* [Source information]
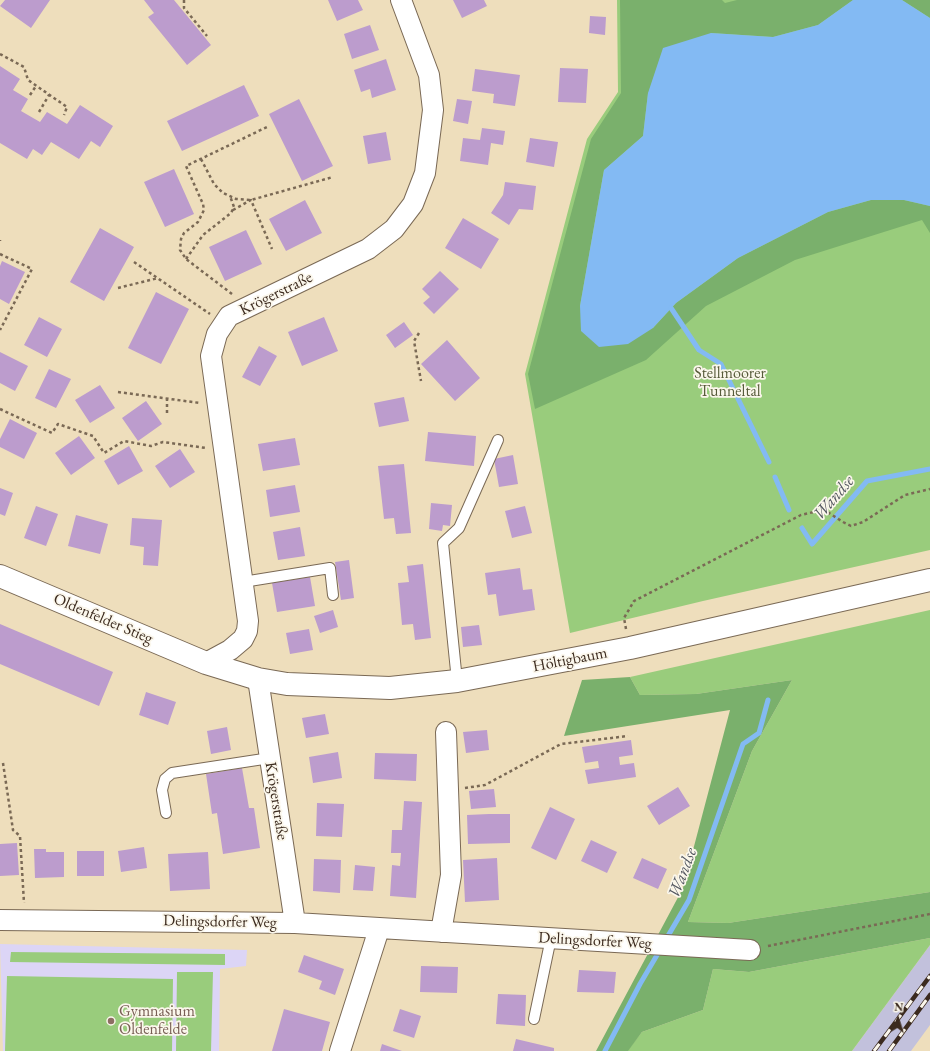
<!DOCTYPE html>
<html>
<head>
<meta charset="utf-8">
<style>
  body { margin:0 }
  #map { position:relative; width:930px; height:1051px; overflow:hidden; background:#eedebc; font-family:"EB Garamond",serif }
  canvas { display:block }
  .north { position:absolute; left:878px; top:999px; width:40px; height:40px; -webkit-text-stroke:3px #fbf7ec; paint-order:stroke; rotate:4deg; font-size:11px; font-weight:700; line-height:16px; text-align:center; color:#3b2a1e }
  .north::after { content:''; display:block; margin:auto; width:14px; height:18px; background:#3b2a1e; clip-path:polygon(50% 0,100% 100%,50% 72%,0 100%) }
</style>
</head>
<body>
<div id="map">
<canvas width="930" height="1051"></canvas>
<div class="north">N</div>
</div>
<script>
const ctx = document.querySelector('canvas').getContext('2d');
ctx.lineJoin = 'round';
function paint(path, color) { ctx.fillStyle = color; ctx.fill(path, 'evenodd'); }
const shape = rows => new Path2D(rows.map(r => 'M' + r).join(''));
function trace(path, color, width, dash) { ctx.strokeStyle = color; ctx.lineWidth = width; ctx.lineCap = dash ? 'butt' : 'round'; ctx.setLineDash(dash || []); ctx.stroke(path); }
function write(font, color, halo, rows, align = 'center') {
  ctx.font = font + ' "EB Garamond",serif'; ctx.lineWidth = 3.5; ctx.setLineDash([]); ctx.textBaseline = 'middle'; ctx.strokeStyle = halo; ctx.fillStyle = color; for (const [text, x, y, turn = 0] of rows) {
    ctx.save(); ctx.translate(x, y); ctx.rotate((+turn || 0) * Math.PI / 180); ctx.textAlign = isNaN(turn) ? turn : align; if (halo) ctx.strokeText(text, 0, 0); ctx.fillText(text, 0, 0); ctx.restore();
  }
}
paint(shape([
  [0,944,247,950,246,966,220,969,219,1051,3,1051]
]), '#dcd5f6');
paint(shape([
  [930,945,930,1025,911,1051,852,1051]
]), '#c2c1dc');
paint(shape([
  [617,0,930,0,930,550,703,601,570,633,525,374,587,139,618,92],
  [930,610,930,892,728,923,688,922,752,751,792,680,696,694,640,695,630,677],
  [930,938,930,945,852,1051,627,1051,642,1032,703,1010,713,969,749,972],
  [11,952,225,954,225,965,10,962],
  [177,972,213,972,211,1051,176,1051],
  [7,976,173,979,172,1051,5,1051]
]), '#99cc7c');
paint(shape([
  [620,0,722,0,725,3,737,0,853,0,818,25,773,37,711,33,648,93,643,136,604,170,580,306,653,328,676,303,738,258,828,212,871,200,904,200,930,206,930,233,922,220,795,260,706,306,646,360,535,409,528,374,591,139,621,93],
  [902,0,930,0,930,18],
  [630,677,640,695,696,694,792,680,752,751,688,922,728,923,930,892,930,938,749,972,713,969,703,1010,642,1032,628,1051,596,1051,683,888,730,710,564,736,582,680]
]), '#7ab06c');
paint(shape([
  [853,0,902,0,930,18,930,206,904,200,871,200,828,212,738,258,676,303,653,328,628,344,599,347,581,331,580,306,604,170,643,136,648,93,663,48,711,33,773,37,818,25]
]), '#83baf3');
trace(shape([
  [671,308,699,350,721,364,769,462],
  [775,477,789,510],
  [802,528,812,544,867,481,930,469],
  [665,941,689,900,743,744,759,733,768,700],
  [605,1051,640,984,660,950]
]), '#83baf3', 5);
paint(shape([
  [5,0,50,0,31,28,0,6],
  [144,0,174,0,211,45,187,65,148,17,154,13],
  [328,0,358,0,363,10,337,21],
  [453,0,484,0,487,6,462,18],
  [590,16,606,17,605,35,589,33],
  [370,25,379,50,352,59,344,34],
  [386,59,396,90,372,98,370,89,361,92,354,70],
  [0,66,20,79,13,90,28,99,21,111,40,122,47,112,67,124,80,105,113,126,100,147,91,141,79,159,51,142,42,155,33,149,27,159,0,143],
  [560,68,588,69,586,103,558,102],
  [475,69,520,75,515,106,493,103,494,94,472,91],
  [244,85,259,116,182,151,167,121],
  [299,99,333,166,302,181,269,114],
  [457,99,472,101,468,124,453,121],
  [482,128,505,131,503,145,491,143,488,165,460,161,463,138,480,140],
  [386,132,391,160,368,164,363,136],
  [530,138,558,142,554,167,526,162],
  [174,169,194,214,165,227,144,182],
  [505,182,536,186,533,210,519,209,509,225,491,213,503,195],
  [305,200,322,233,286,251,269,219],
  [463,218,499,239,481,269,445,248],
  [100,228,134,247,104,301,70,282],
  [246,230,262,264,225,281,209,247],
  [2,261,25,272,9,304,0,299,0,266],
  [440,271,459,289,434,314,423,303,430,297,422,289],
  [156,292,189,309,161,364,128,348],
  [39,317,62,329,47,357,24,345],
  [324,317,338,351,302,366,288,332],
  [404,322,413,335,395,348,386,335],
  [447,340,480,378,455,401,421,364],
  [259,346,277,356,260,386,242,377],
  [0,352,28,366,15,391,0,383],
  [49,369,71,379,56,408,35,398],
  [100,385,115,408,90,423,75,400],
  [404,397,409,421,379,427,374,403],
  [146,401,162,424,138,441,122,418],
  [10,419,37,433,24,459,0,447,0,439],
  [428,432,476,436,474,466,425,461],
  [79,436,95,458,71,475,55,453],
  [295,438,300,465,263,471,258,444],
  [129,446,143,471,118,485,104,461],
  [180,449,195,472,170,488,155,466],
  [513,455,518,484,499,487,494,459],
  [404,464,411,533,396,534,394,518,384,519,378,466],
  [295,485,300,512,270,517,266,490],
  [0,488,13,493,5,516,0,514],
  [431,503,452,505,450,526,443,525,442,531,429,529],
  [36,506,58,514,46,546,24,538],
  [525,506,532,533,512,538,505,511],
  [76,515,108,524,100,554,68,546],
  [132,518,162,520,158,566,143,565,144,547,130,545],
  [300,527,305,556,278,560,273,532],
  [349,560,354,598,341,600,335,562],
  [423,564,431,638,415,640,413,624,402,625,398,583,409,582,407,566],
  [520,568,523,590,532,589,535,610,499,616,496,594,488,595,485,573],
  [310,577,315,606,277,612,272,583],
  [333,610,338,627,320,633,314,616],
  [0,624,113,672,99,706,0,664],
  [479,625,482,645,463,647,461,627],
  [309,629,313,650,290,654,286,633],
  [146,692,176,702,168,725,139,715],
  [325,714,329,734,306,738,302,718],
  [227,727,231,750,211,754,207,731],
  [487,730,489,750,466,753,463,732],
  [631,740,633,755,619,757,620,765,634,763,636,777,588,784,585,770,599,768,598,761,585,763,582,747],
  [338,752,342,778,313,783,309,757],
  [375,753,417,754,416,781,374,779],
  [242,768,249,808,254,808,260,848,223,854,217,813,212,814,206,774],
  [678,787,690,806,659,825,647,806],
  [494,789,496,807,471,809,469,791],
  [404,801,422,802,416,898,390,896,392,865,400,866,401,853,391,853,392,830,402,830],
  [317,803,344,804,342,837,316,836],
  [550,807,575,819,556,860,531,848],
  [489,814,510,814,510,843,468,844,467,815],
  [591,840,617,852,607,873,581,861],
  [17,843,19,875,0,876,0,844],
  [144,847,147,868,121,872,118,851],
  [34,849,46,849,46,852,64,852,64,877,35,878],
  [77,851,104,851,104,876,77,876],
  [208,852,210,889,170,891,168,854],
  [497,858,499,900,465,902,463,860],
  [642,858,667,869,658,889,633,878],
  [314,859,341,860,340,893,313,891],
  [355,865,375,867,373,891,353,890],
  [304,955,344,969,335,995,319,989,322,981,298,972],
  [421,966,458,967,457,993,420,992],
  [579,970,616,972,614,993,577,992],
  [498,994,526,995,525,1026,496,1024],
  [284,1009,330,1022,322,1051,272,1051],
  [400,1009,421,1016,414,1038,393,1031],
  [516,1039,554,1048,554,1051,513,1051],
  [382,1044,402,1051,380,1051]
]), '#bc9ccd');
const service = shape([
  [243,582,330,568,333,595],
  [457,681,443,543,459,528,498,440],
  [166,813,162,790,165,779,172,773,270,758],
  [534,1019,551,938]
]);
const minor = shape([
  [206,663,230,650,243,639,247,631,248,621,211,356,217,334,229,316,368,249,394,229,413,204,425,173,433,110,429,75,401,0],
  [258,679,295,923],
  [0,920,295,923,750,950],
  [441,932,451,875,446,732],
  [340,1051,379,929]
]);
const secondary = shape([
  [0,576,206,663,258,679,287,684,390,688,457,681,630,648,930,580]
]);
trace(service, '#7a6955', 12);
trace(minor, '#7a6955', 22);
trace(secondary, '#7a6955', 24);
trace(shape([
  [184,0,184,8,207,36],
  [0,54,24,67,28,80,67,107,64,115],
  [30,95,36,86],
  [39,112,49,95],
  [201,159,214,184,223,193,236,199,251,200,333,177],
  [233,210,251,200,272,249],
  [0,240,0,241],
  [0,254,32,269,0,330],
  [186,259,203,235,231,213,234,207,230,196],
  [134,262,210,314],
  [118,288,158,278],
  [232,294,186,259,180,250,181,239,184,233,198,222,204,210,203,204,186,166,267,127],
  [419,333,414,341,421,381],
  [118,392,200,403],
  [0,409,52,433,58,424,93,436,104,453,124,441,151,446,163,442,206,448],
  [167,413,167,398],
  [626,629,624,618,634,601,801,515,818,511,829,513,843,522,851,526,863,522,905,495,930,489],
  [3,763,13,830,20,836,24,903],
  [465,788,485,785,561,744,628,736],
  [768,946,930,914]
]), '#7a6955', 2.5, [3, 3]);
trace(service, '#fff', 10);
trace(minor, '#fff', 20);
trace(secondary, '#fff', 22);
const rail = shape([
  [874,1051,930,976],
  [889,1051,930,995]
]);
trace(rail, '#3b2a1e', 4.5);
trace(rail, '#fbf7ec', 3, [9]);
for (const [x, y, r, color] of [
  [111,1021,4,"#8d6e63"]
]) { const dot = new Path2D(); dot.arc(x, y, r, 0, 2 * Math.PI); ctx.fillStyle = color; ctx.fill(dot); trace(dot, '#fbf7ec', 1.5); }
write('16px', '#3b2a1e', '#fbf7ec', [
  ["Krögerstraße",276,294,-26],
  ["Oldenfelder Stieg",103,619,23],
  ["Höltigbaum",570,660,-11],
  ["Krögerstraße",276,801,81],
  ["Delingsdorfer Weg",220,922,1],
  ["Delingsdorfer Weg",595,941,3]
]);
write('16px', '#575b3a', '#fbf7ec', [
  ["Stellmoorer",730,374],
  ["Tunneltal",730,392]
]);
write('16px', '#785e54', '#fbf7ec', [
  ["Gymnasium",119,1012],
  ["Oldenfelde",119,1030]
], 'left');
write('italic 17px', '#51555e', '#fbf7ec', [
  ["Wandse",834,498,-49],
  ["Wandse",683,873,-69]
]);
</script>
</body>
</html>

* [Task directions]
All that is needed is how many lines of the data contain "turn", stated as a number.

* [Output below]
2